The same is also true for the new iPhone 16E, which just got a RAM bump to 8GB. And with its updated processor, Apple now has a new minimum-spec platform for local, on-device Apple intelligence. Which alongside Google’s Tensor platform, shows there’s an industry-wide push toward making devices AI inference platforms rather than cloud clients.

Last year, I talked about us heading towards ‘maximal intelligence at all levels’ and local inference will emerge and immediately sink below the user interface rather—than being directly exposed to the user as a chatbot.

I’ve recently been really impressed by how useful Brave search’s AI overviews have become—and find myself opening links directly from the references list. I’ve also been making use of Perplexity’s Deep Research tool for more complicated searches, and now that I’ve tried OpenAI’s Deep Research for myself, I sort of have a sense of where things might be heading.

My own use cases for deep search so far have mostly been for creating souped-up tutorials, as I’m currently learning a new piece of software.

And I’ve decided that help systems are where we’re going to see a ton of innovation,

Every single application we all use has a built help system. Some are better than others—Microsoft Excel for example has some of the best help documentation of any consumer software. But even with great documentation, finding exactly what you need is often a pain.

Powerful local AI, is going to be built into the operating systems directly—and will let us ask software for help directly.

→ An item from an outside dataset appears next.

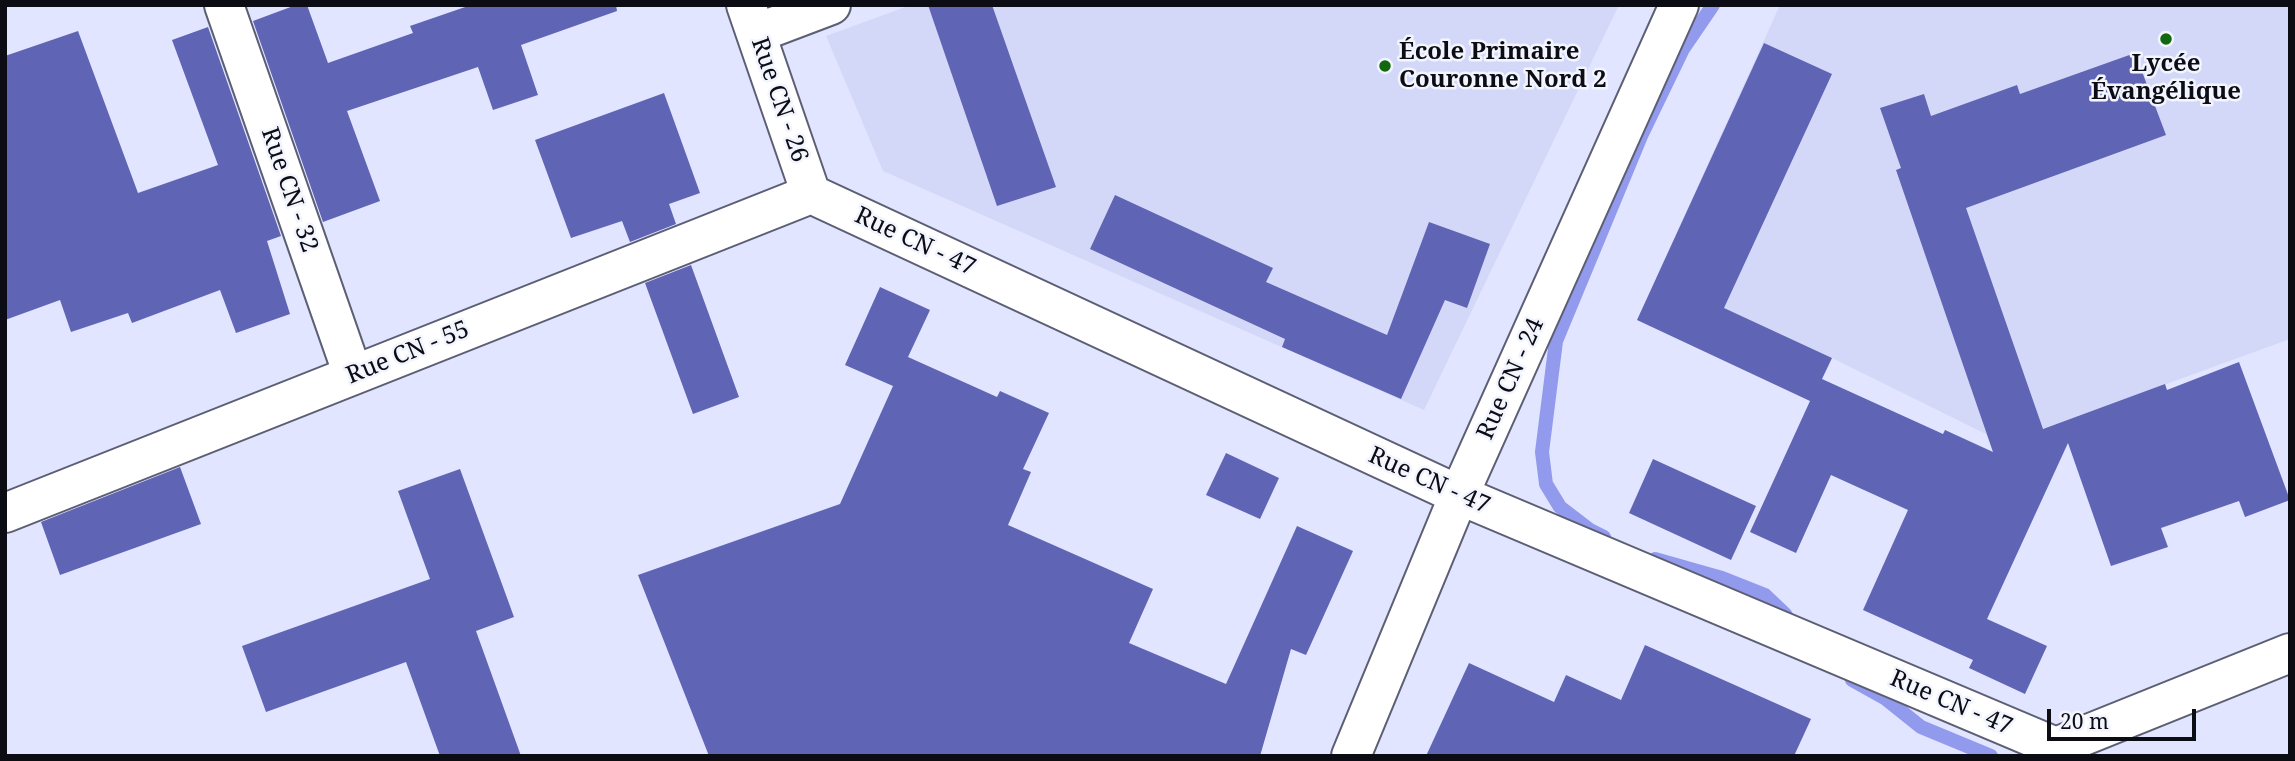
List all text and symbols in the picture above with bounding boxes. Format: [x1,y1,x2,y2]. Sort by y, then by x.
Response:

How often in your daily lives do you use the help menu in a piece of software? I use it all the time, but maybe that’s because I spend my life not knowing what I’m doing. But recently, in Google Sheets I’ve been asking Gemini to debug a formula for me—and it will point out a missing IF statement or incorrect nested clause.

Soon, app help data will load as a ‘knowledge object’ atop base intelligence, letting you ask how to do something—or why it’s not working.

For example:

“How do I implement an anamorphic lens effect in Blender?”
Or:
“I’m using this software to do X, Y, and Z. I know I need these specific plugins, which require some JavaScript knowledge. Give me a step-by-step guide on how to implement them.”

These are things I’ve asked both deep research tools recently and got back extremely useful results. In both cases, I was able to follow the steps they gave me quite far, before switching to a referenced youtube video that got me across the finish line.

Tutorials—YouTube, blogs, forums—aren’t going away, but the ecosystem is definitely going to change. And all software is going to need better documentation—but when does it not?

Apple has its emerging on-device AI strategy as does Google and I think Microsoft has probably cancelled all that cloud compute because really good local chain of thought is coming soon.

Software won’t necessarily become more useful with all this, but it will become more helpful. Giving computers the ability to explain themselves is a UX game-changer. Lightweight debugging will only improve and be built into everything.

Tutorial engines are coming.

And they’ll run atop local AI models embedded in our devices at the OS level..

The entire AI conversation will be very different when AI moves out of the cloud and on to our machines.